The moment of the eureka came when they removed the pancreas of a dog named Marjorie and, with the newly created insulin from another animal, they kept her alive and controlling her diabetes for several months. "Human patients, up to that point, were dying. It was a death sentence ", Carmena emphasizes. Tens of thousands of children around the world were victims of the dreaded diabetes. As many other parents from the United States and Canada threw themselves as quickly as possible by train to Toronto, where the unexpected cure for their children was. Urinating frequently and losing a lot of weight despite eating well were the indicators that a child had diabetes. The harsh photographs of that time, which Carmena shows her students, show how apparently malnourished children spent a short time, with insulin, to regain their healthy state. It wasn't a miracle, it was science.

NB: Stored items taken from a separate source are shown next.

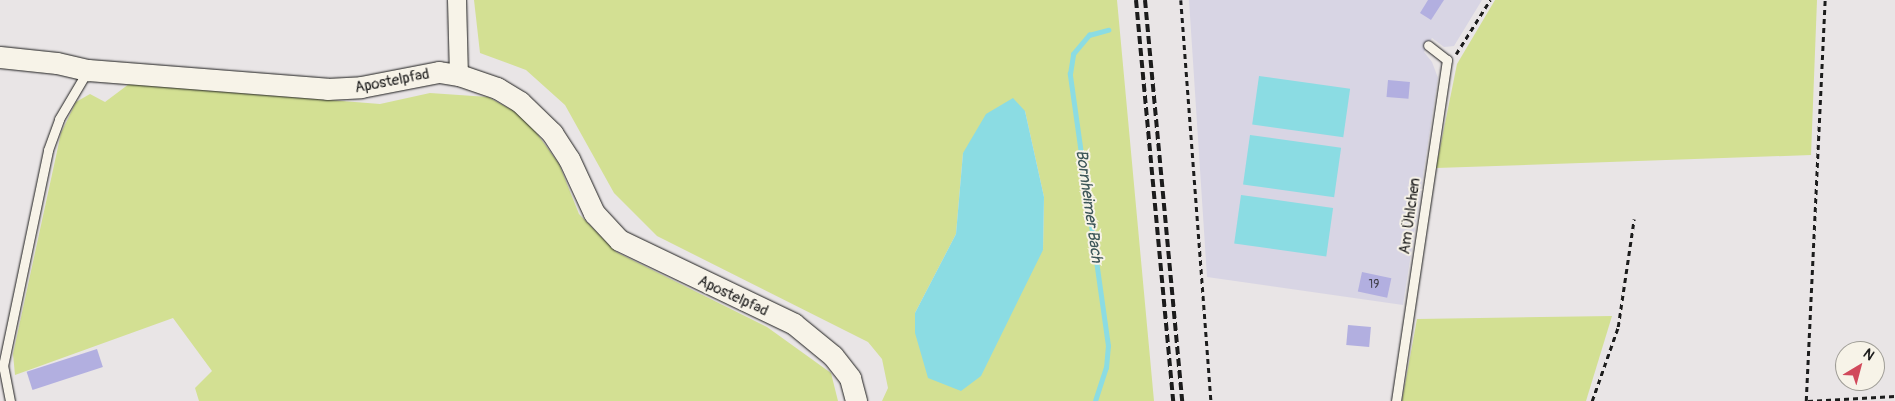 <!DOCTYPE html>
<meta charset="utf-8">
<style>
body{margin:0}
#map{position:relative;width:1895px;height:401px;overflow:hidden;background:#e9e5e6;font-family:Pangolin,sans-serif}
div>[style]{position:absolute}
.built>*{inset:0;background:#d8d5e4}
.green>*{inset:0;background:#d3e093}
.water>*{inset:0;background:#8bdce3;transform-origin:0 0}
.stream>*{height:4.5px;margin:-2.25px;padding:0 2.25px;transform-origin:2.25px;border-radius:2.25px;background:#8bdce3}
.building>*{inset:0;background:#b2afe0;transform-origin:0 0}
.path>*{height:2.5px;margin-top:-1.25px;transform-origin:0;background:repeating-linear-gradient(90deg,#1c1c1c 0 5px,transparent 0 9px)}
.roads{filter:drop-shadow(0 0 1px #1c1c1c) drop-shadow(0 0 1px #1c1c1c)}
.service>*{height:9px;margin:-4.5px;padding:0 4.5px;transform-origin:4.5px;border-radius:4.5px;background:#f7f3e8}
.minor>*{height:18px;margin:-9px;padding:0 9px;transform-origin:9px;border-radius:9px;background:#f7f3e8}
.tertiary>*{height:21px;margin:-10.5px;padding:0 10.5px;transform-origin:10.5px;border-radius:10.5px;background:#f7f3e8}
.rail>*{height:4px;margin-top:-2px;transform-origin:0;background:repeating-linear-gradient(90deg,#1c1c1c 0 8px,transparent 0 12px)}
span{translate:-50% -50%;white-space:nowrap;text-align:center;line-height:1.15;-webkit-text-stroke:4px #f7f3e8;paint-order:stroke}
.number-label{font-size:12px;color:#42414d}
.number-label span{-webkit-text-stroke-width:0}
.street-label{font-size:15px;color:#1c1c1c}
.water-label{font-size:16px;color:#3d5658;font-style:italic}
.north{position:absolute;left:1835px;top:341px;width:50px;height:50px;box-sizing:border-box;background:#f7f3e8;border:1px solid #9f9d96;border-radius:50%;rotate:37deg;font-size:14px;font-weight:700;line-height:20px;text-align:center;color:#1c1c1c}
.north::after{content:'';display:block;margin:auto;width:18px;height:22px;background:#d1495b;clip-path:polygon(50% 0,100% 100%,50% 72%,0 100%)}
</style>
<div id="map">
<div class="built">
<i style="clip-path:polygon(1189px 0,1482px 0,1454px 46px,1444px 47px,1432px 38px,1424px 52px,1432px 62px,1438px 78px,1403px 305px,1207px 277px)"></i>
</div>
<div class="green">
<i style="clip-path:polygon(evenodd,474px 0,1117px 0,1154px 401px,882px 401px,888px 388px,882px 359px,868px 342px,657px 236px,614px 193px,565px 105px,526px 70px,480px 53px,474px 0,1025px 111px,1044px 197px,1043px 250px,915px 313px,956px 234px,963px 153px,1025px 111px)"></i>
<i style="clip-path:polygon(1495px 0,1817px 0,1811px 155px,1436px 168px,1457px 64px)"></i>
<i style="clip-path:polygon(129px 84px,380px 104px,430px 93px,488px 97px,525px 117px,559px 164px,579px 214px,616px 252px,767px 327px,831px 373px,838px 401px,199px 401px,195px 388px,212px 371px,173px 318px,15px 375px,13px 354px,61px 133px,76px 102px,90px 94px,105px 102px)"></i>
<i style="clip-path:polygon(1612px 316px,1586px 401px,1402px 401px,1417px 319px)"></i>
</div>
<div class="water">
<i style="left:1259px;top:76px;width:92px;height:49px;rotate:8deg"></i>
<i style="clip-path:polygon(1013px 98px,1025px 111px,1044px 197px,1043px 250px,981px 376px,961px 391px,928px 378px,915px 333px,915px 313px,956px 234px,963px 153px,986px 114px)"></i>
<i style="left:1250px;top:135px;width:92px;height:50px;rotate:8deg"></i>
<i style="left:1241px;top:195px;width:93px;height:49px;rotate:8deg"></i>
</div>
<div class="stream">
<i style="left:1095px;top:401px;width:35px;rotate:-72deg"></i>
<i style="left:1106px;top:368px;width:22px;rotate:-85deg"></i>
<i style="left:1108px;top:346px;width:275px;rotate:-98deg"></i>
<i style="left:1070px;top:74px;width:20px;rotate:-81deg"></i>
<i style="left:1073px;top:54px;width:25px;rotate:-50deg"></i>
<i style="left:1089px;top:35px;width:20px;rotate:-15deg"></i>
</div>
<div class="building">
<i style="clip-path:polygon(1428px 0,1444px 0,1431px 20px,1420px 13px)"></i>
<i style="left:1388px;top:80px;width:22px;height:17px;rotate:5deg"></i>
<i style="left:1362px;top:272px;width:30px;height:20px;rotate:12deg"></i>
<i style="left:1348px;top:325px;width:23px;height:20px;rotate:5deg"></i>
<i style="left:97px;top:349px;width:19px;height:74px;rotate:72deg"></i>
</div>
<div class="path">
<i style="left:1181px;top:0;width:402px;rotate:85.7deg"></i>
<i style="left:1456px;top:54px;width:64px;rotate:-57.8deg"></i>
<i style="left:1592px;top:401px;width:78px;rotate:-70.6deg"></i>
<i style="left:1618px;top:327px;width:109px;rotate:-81.6deg"></i>
<i style="left:1806px;top:401px;width:401px;rotate:-87.3deg"></i>
<i style="left:1808px;top:401px;width:87px;rotate:-3.3deg"></i>
</div>
<div class="roads">
<div class="service">
<i style="left:10px;top:401px;width:36px;rotate:-101deg"></i>
<i style="left:3px;top:366px;width:221px;rotate:-78.2deg"></i>
<i style="left:48px;top:150px;width:33px;rotate:-70deg"></i>
<i style="left:59px;top:119px;width:57px;rotate:-59.4deg"></i>
<i style="left:1396px;top:401px;width:345px;rotate:-81.5deg"></i>
<i style="left:1447px;top:60px;width:24px;rotate:-142deg"></i>
</div>
<div class="minor">
<i style="left:457px;top:0;width:75px;rotate:88.5deg"></i>
</div>
<div class="tertiary">
<i style="left:0;top:57px;width:57px;rotate:6deg"></i>
<i style="left:57px;top:63px;width:32px;rotate:13deg"></i>
<i style="left:88px;top:70px;width:240px;rotate:4.5deg"></i>
<i style="left:327px;top:89px;width:34px;rotate:-3deg"></i>
<i style="left:361px;top:87px;width:79px;rotate:-10.9deg"></i>
<i style="left:439px;top:72px;width:20px;rotate:9deg"></i>
<i style="left:459px;top:75px;width:40px;rotate:18.9deg"></i>
<i style="left:497px;top:88px;width:27px;rotate:31deg"></i>
<i style="left:520px;top:102px;width:45px;rotate:44.1deg"></i>
<i style="left:552px;top:133px;width:31px;rotate:57deg"></i>
<i style="left:569px;top:159px;width:60px;rotate:65.2deg"></i>
<i style="left:594px;top:213px;width:37px;rotate:47deg"></i>
<i style="left:619px;top:240px;width:194px;rotate:25.6deg"></i>
<i style="left:794px;top:324px;width:50px;rotate:39.4deg"></i>
<i style="left:833px;top:356px;width:28px;rotate:52deg"></i>
<i style="left:850px;top:378px;width:24px;rotate:75deg"></i>
</div>
</div>
<div class="rail">
<i style="left:1136px;top:0;width:403px;rotate:84.7deg"></i>
<i style="left:1145px;top:0;width:403px;rotate:84.7deg"></i>
</div>
<div class="number-label">
<span style="left:1374px;top:285px">19</span>
</div>
<div class="street-label">
<span style="left:392px;top:81px;rotate:-11deg">Apostelpfad</span>
<span style="left:1410px;top:216px;rotate:-82deg">Am Ühlchen</span>
<span style="left:733px;top:296px;rotate:25deg">Apostelpfad</span>
</div>
<div class="water-label">
<span style="left:1089px;top:206px;rotate:82deg">Bornheimer Bach</span>
</div>
<div class="north">N</div>
</div> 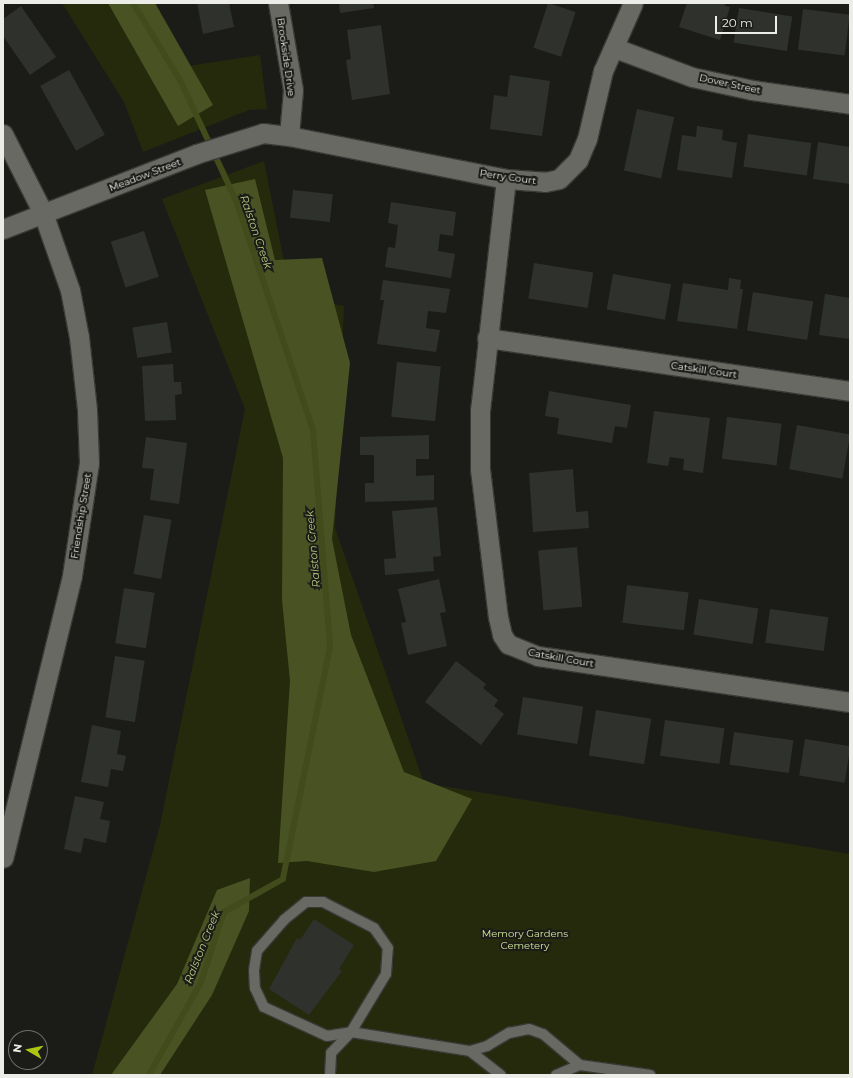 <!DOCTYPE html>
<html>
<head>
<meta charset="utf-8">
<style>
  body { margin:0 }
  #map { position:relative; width:853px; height:1078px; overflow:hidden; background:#1b1c18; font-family:Montserrat,sans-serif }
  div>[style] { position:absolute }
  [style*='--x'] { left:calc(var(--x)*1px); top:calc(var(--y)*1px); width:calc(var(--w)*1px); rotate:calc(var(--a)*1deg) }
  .green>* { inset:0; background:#242a0b }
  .forest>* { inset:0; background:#495223 }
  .stream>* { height:6px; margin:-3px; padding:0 3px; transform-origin:3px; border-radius:3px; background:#414b1b }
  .building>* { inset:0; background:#2f312c; transform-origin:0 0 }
  .roads { filter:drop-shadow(1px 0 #393936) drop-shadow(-1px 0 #393936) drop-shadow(0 1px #393936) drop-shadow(0 -1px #393936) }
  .lane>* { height:10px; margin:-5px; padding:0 5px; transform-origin:5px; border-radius:5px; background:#686963 }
  .street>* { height:19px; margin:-9.5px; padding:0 9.5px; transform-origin:9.5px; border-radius:9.5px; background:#686963 }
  span { translate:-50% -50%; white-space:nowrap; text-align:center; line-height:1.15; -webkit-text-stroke:4px #1b1c18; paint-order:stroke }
  .street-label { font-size:10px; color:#ecece9 }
  .park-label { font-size:10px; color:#d4e699 }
  .water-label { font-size:11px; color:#b9ca7f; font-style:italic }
  .frame { position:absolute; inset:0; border:4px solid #ecece9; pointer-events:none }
  .north { position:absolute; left:8px; top:1030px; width:40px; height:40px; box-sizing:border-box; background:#1b1c18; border:1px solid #6f6f6c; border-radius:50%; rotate:279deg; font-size:11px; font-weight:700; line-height:16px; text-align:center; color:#ecece9 }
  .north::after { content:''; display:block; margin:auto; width:14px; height:18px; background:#acc613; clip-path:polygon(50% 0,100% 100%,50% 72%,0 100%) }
  .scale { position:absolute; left:715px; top:16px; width:62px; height:18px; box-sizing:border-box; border:2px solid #ecece9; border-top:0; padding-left:5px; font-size:12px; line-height:14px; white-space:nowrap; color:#ecece9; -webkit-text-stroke:3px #1b1c18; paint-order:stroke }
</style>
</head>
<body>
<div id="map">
  <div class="green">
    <div style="clip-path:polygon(62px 3px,155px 3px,188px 66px,260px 55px,267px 109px,249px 110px,143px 152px,124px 102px)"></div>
    <div style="clip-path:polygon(264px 161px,291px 296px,344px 306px,335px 528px,424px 783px,850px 854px,850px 1075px,92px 1075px,160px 825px,245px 409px,162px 199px)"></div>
  </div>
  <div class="forest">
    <div style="clip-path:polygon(108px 3px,155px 3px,213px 105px,178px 126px)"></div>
    <div style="clip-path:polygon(255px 179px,275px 260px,322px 258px,350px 363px,332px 539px,351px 635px,404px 772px,472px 799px,436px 861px,374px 872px,307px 861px,278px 863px,290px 681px,282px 600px,283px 458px,205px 190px)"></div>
    <div style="clip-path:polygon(250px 878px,249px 911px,212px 995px,160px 1075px,111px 1075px,177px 984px,217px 890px)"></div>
  </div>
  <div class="stream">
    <div style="--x:133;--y:3;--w:90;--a:58.6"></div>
    <div style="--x:180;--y:80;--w:136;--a:65.1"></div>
    <div style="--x:237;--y:203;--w:239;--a:71.5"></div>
    <div style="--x:313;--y:430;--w:218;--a:85.5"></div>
    <div style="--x:330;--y:647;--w:237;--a:101.5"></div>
    <div style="--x:283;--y:879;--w:68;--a:150.8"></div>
    <div style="--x:224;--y:912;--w:74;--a:108.2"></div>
    <div style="--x:201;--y:982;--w:107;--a:119.2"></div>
  </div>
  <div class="building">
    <div style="clip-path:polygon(197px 3px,229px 3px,234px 27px,203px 34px)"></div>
    <div style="clip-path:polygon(339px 3px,373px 3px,374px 8px,340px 13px)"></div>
    <div style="left:548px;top:3px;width:29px;height:47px;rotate:18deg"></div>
    <div style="clip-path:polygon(687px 3px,726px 3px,725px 6px,730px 7px,720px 40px,679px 27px)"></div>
    <div style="clip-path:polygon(21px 6px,56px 57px,30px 75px,3px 36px,3px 19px)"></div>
    <div style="left:739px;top:8px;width:54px;height:35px;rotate:9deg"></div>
    <div style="left:803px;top:9px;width:47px;height:41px;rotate:7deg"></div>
    <div style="clip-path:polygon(381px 25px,390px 94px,352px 100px,346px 60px,351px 59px,347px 30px)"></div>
    <div style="left:69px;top:70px;width:74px;height:33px;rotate:61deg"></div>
    <div style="clip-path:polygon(510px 75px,550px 81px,542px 136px,490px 129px,494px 95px,507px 97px)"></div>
    <div style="left:637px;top:109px;width:38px;height:63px;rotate:12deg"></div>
    <div style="clip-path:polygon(697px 126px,723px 130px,722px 140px,737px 143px,732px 178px,677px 170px,682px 135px,696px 137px)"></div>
    <div style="left:748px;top:134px;width:64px;height:33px;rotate:8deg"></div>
    <div style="clip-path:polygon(818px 142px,850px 147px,850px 184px,813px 179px)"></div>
    <div style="left:293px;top:190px;width:40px;height:28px;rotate:6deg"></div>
    <div style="clip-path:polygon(391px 202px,456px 212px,453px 236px,440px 234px,438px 251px,455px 254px,451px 278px,385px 267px,388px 247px,395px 248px,398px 225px,388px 223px)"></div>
    <div style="left:144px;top:231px;width:48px;height:35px;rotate:72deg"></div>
    <div style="left:534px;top:263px;width:60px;height:36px;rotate:9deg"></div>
    <div style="left:613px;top:274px;width:59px;height:36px;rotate:10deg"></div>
    <div style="clip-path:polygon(729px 278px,741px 280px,740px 289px,743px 289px,737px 329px,677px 321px,683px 283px,728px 290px)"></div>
    <div style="clip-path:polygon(383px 280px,450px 289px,446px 313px,428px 311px,426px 328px,440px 330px,436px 352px,377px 344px,384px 300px,380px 300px)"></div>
    <div style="left:753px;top:292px;width:61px;height:39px;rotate:9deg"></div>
    <div style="clip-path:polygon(825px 294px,850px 298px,850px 339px,819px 335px)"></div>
    <div style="left:167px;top:322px;width:31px;height:35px;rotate:81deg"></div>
    <div style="left:397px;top:362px;width:44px;height:55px;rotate:6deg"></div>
    <div style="clip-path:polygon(173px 364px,174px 382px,181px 382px,182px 394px,175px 395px,176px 420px,145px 421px,142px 366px)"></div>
    <div style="clip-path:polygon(549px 391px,631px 405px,627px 428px,615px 426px,612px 443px,557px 434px,559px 418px,545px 416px)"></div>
    <div style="clip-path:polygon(654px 411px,710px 418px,703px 473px,683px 470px,684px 459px,670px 457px,668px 466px,647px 463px)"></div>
    <div style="left:727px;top:417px;width:55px;height:42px;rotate:7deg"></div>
    <div style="left:797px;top:425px;width:54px;height:45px;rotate:10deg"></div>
    <div style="clip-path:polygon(429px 435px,429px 459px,416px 459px,416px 476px,434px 475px,434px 500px,365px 502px,365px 483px,374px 483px,374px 455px,360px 455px,360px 437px)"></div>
    <div style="clip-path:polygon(146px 437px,187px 443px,179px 504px,150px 500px,154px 469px,142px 468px)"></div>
    <div style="clip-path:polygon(573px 469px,576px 512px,588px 511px,589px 528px,533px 532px,529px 473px)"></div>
    <div style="clip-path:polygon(437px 507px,441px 556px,433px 557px,434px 571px,385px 575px,384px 559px,396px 558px,392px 511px)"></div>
    <div style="left:144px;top:515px;width:28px;height:60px;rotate:10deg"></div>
    <div style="left:577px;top:547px;width:60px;height:39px;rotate:85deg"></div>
    <div style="clip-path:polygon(439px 579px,446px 612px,440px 613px,447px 646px,408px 655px,401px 623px,406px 622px,398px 589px)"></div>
    <div style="left:627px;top:585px;width:62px;height:38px;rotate:7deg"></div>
    <div style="left:124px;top:588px;width:31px;height:56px;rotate:9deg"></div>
    <div style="left:699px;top:599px;width:60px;height:36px;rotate:9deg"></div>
    <div style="left:770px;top:609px;width:59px;height:34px;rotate:8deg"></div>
    <div style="left:115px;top:656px;width:30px;height:62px;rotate:9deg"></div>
    <div style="clip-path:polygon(456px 661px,486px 684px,483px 688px,498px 700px,494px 706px,504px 714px,481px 745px,425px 702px)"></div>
    <div style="left:523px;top:697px;width:61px;height:38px;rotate:9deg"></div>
    <div style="left:596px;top:710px;width:56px;height:46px;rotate:9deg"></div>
    <div style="left:665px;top:720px;width:60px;height:36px;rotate:8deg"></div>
    <div style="clip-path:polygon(92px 725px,121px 731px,117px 754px,126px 756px,123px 771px,111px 769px,108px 787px,81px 782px)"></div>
    <div style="left:734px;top:732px;width:60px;height:33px;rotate:8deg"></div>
    <div style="left:805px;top:739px;width:46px;height:37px;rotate:9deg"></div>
    <div style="clip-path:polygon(75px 796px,104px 802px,100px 819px,110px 821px,106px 843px,84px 838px,81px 853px,64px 849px)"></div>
    <div style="clip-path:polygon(314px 919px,354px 945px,339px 969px,342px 971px,309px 1015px,269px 989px,297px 938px,300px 940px)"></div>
  </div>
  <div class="roads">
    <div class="lane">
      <div style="--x:470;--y:1051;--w:18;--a:-16"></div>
      <div style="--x:487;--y:1046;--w:26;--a:-31"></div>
      <div style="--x:509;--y:1033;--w:20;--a:-11"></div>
      <div style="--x:529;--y:1029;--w:15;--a:20"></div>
      <div style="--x:543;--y:1034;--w:48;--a:40"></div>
      <div style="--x:330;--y:1075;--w:22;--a:-87"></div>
      <div style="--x:331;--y:1053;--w:29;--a:-46"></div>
      <div style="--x:351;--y:1032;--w:68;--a:-58.9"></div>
      <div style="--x:386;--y:974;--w:26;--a:-86"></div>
      <div style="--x:388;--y:948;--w:24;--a:-125"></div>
      <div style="--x:374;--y:928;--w:57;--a:-153"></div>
      <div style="--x:323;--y:902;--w:17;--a:180"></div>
      <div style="--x:306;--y:902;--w:28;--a:141"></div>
      <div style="--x:284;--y:920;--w:41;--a:131.1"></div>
      <div style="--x:257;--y:951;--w:20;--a:99"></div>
      <div style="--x:254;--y:971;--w:17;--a:87"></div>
      <div style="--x:255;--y:988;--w:21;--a:65"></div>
      <div style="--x:264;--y:1007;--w:69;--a:24.7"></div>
      <div style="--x:327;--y:1036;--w:24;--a:-9"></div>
      <div style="--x:351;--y:1032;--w:121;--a:9.1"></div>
      <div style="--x:470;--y:1051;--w:39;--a:38"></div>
      <div style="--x:556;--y:1075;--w:26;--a:-23"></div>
      <div style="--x:580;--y:1065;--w:71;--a:8.1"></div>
    </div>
    <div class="street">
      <div style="--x:278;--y:3;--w:88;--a:80.2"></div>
      <div style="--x:293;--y:90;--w:46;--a:95"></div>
      <div style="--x:615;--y:48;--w:82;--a:20.6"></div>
      <div style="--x:692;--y:77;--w:61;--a:12.2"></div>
      <div style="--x:752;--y:90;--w:99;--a:8.1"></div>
      <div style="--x:3;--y:134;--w:89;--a:63.1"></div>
      <div style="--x:43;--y:213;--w:82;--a:70.7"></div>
      <div style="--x:70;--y:290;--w:48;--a:79.2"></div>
      <div style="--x:79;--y:337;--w:73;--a:83.7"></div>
      <div style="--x:87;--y:410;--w:53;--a:87.8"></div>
      <div style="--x:89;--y:463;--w:114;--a:98.6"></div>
      <div style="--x:72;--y:576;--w:290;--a:103.7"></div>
      <div style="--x:506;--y:179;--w:232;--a:96.4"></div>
      <div style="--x:480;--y:410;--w:59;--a:90"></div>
      <div style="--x:480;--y:469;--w:149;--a:83.1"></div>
      <div style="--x:498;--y:617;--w:18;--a:77"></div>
      <div style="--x:502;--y:635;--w:11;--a:56"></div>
      <div style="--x:508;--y:644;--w:32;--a:22"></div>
      <div style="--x:538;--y:656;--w:315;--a:8.4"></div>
      <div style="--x:3;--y:229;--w:207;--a:-21.2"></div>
      <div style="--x:196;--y:154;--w:70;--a:-17.4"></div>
      <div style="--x:263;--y:133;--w:26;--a:7"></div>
      <div style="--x:289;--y:136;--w:221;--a:11.2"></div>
      <div style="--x:506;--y:179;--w:39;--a:4"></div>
      <div style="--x:545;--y:182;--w:14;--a:-12"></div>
      <div style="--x:559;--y:179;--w:27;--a:-45"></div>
      <div style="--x:578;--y:160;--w:23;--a:-67"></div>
      <div style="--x:587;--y:139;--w:70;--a:-76.8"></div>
      <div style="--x:603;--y:71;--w:74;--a:-66.2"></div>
      <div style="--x:487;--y:338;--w:367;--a:8.3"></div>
    </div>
  </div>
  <div class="street-label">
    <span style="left:286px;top:57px;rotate:82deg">Brookside Drive</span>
    <span style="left:730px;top:84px;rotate:12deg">Dover Street</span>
    <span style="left:145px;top:175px;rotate:-21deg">Meadow Street</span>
    <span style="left:508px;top:177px;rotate:8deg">Perry Court</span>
    <span style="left:704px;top:370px;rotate:8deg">Catskill Court</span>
    <span style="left:81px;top:516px;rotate:-81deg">Friendship Street</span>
    <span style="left:561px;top:658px;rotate:10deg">Catskill Court</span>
  </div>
  <div class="park-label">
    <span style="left:525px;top:939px">Memory Gardens<br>Cemetery</span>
  </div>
  <div class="water-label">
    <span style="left:256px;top:232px;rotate:71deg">Ralston Creek</span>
    <span style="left:313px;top:549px;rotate:-95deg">Ralston Creek</span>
    <span style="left:202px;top:947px;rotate:-68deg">Ralston Creek</span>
  </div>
  <div class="frame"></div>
  <div class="north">N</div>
  <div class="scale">20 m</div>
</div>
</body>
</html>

Banting and Best's discovery was made in Professor John Macleod's Laboratory of Physiology. That is why his name appeared in the publication of the discovery in 1922. The Swedish academy saw Macleod and Banting and named them winners of the Nobel Prize in Medicine in 1923.

"Those of the Nobel, who do very strange things sometimes, they gave him the award the following year, when it is normal for at least a decade to pass. Our Severo Ochoa, for example, he waited ten years until they gave it to him. This was the only time they granted it so soon, "he stresses. The importance of insulin is clear only by knowing that fact. What is not so well known is what happened behind the floodlights in Stockholm." Banting vigorously protested the award to Macleod said that while he and Best, who was not named in the award, were discovering insulin, Macleod was fishing in Scotland. They never spoke a word again, it was a tremendous struggle of egos and Banting in the end shared his share of the award with Best, "the endocrine reviewer reviews.

"Life in a vial"

Be that as it may, without Banting, Best and the laboratory provided by Macleod, the bottom line is that, fifty years after its discovery and dispute, the Valencian Toni Monzó was able to survive. And almost fifty more after his diagnosis, Monzó is still alive. He has been able to play the sax - despite the fact that his vision leaves his staves blurry due to the effects caused by diabetes - at the Unió Musical de Alaquàs, of which he is also president.

The basics to understand Type 1 diabetes, yours, is that the body does not produce insulin. The direct consequence is that the patient's blood sugar level goes through the roof because insulin is just the hormone that helps glucose enter cells to give them energy. Instead, they stay in the blood.

Monzó has taken insulin four times a day since he was a child, once after each meal. His body is full of bruises and when he counts how he pricks himself, the annoyance is notorious. "But it is my salvation of life," he acknowledges. As a child, he says, the insulin he bought was swine. Now it's synthetic and he wears it like a pen in his jacket pocket. "But this pen is not for writing, it is for prodding me," he jokes. "The worst thing about sugar is the ups and downs," he says. Recently, her blood sugar got so low while she was driving that she lost consciousness and rolled her car into a ditch. He came out unscathed, but it is the day to day they face. At least he already talks about his illness: "as a young man I felt flawed," he remembers.

The silent epidemic

During the 20th century, type 1 diabetes was added to the so-called type 2. "Type 2 diabetes is an epidemic due to two factors: because the population ages and because the population gets fatter. If a patient is obese, the minimum genetic background that he has in the family becomes diabetic ", Carmena points out. The main problem is how long it takes to detect this diabetes: between five and ten years. It is estimated that 50% of cases are undiagnosed. According to the Vithas 9 de Octubre Hospital, 14% of Spaniards are people with diabetes. "We have more diabetes than neighboring countries," says Carmena. Only an improvement in diet and active exercise can loosen that silent and unnecessary epidemic that has replaced type 1 diabetes in importance. Because although it does not kill instantly, it favors heart attacks, high blood pressure and cholesterol.